* **Exercise aim**: Every entry must be duplicated precisely as written.

Segment Start: Material for this task

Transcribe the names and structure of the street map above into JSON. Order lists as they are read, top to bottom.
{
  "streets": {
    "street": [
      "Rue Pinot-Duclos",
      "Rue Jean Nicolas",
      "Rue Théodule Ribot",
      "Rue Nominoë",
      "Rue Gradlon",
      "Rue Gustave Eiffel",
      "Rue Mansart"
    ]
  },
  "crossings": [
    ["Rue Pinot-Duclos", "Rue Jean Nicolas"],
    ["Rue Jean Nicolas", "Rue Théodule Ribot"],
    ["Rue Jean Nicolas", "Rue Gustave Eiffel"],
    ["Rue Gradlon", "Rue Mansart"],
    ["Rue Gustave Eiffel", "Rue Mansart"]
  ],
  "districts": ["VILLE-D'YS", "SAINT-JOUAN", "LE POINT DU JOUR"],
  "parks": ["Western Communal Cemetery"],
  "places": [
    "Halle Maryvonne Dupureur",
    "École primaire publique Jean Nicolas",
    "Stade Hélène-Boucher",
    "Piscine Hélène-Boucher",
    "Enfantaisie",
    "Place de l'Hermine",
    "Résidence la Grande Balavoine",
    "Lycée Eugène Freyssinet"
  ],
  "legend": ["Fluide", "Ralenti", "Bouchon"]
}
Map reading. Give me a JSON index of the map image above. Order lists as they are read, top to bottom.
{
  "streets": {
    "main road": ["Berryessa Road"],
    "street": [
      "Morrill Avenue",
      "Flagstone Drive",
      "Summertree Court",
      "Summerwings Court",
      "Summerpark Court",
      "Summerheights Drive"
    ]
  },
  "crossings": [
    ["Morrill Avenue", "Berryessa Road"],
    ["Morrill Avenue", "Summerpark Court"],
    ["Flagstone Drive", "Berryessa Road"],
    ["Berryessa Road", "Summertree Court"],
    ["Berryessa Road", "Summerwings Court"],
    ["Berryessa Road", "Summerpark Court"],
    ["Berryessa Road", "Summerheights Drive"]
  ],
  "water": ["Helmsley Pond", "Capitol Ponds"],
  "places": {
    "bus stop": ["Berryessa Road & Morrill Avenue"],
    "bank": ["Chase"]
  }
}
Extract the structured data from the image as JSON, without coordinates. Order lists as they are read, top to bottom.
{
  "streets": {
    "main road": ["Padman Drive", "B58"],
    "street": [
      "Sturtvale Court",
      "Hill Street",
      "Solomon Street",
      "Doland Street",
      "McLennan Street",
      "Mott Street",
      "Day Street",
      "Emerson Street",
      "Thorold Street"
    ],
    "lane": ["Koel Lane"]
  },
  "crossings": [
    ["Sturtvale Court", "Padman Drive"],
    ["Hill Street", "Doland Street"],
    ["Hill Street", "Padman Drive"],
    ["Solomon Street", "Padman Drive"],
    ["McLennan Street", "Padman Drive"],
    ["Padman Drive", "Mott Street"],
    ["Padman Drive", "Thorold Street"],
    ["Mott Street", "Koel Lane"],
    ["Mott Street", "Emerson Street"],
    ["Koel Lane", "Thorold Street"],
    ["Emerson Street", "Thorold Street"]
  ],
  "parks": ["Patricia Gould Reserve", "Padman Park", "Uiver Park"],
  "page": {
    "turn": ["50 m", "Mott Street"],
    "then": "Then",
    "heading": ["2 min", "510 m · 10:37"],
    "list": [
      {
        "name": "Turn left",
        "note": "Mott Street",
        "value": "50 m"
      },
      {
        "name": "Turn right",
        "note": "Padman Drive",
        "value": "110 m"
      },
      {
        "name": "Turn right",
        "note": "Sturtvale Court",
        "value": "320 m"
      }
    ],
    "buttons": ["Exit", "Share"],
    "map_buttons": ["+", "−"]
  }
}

Segment End: Material for this task

* **Response to the task**:
Transcribe the names and structure of the street map above into JSON. Order lists as they are read, top to bottom.
{
  "streets": {
    "street": [
      "Rue Pinot-Duclos",
      "Rue Jean Nicolas",
      "Rue Théodule Ribot",
      "Rue Nominoë",
      "Rue Gradlon",
      "Rue Gustave Eiffel",
      "Rue Mansart"
    ]
  },
  "crossings": [
    ["Rue Pinot-Duclos", "Rue Jean Nicolas"],
    ["Rue Jean Nicolas", "Rue Théodule Ribot"],
    ["Rue Jean Nicolas", "Rue Gustave Eiffel"],
    ["Rue Gradlon", "Rue Mansart"],
    ["Rue Gustave Eiffel", "Rue Mansart"]
  ],
  "districts": ["VILLE-D'YS", "SAINT-JOUAN", "LE POINT DU JOUR"],
  "parks": ["Western Communal Cemetery"],
  "places": [
    "Halle Maryvonne Dupureur",
    "École primaire publique Jean Nicolas",
    "Stade Hélène-Boucher",
    "Piscine Hélène-Boucher",
    "Enfantaisie",
    "Place de l'Hermine",
    "Résidence la Grande Balavoine",
    "Lycée Eugène Freyssinet"
  ],
  "legend": ["Fluide", "Ralenti", "Bouchon"]
}
Map reading. Give me a JSON index of the map image above. Order lists as they are read, top to bottom.
{
  "streets": {
    "main road": ["Berryessa Road"],
    "street": [
      "Morrill Avenue",
      "Flagstone Drive",
      "Summertree Court",
      "Summerwings Court",
      "Summerpark Court",
      "Summerheights Drive"
    ]
  },
  "crossings": [
    ["Morrill Avenue", "Berryessa Road"],
    ["Morrill Avenue", "Summerpark Court"],
    ["Flagstone Drive", "Berryessa Road"],
    ["Berryessa Road", "Summertree Court"],
    ["Berryessa Road", "Summerwings Court"],
    ["Berryessa Road", "Summerpark Court"],
    ["Berryessa Road", "Summerheights Drive"]
  ],
  "water": ["Helmsley Pond", "Capitol Ponds"],
  "places": {
    "bus stop": ["Berryessa Road & Morrill Avenue"],
    "bank": ["Chase"]
  }
}
Extract the structured data from the image as JSON, without coordinates. Order lists as they are read, top to bottom.
{
  "streets": {
    "main road": ["Padman Drive", "B58"],
    "street": [
      "Sturtvale Court",
      "Hill Street",
      "Solomon Street",
      "Doland Street",
      "McLennan Street",
      "Mott Street",
      "Day Street",
      "Emerson Street",
      "Thorold Street"
    ],
    "lane": ["Koel Lane"]
  },
  "crossings": [
    ["Sturtvale Court", "Padman Drive"],
    ["Hill Street", "Doland Street"],
    ["Hill Street", "Padman Drive"],
    ["Solomon Street", "Padman Drive"],
    ["McLennan Street", "Padman Drive"],
    ["Padman Drive", "Mott Street"],
    ["Padman Drive", "Thorold Street"],
    ["Mott Street", "Koel Lane"],
    ["Mott Street", "Emerson Street"],
    ["Koel Lane", "Thorold Street"],
    ["Emerson Street", "Thorold Street"]
  ],
  "parks": ["Patricia Gould Reserve", "Padman Park", "Uiver Park"],
  "page": {
    "turn": ["50 m", "Mott Street"],
    "then": "Then",
    "heading": ["2 min", "510 m · 10:37"],
    "list": [
      {
        "name": "Turn left",
        "note": "Mott Street",
        "value": "50 m"
      },
      {
        "name": "Turn right",
        "note": "Padman Drive",
        "value": "110 m"
      },
      {
        "name": "Turn right",
        "note": "Sturtvale Court",
        "value": "320 m"
      }
    ],
    "buttons": ["Exit", "Share"],
    "map_buttons": ["+", "−"]
  }
}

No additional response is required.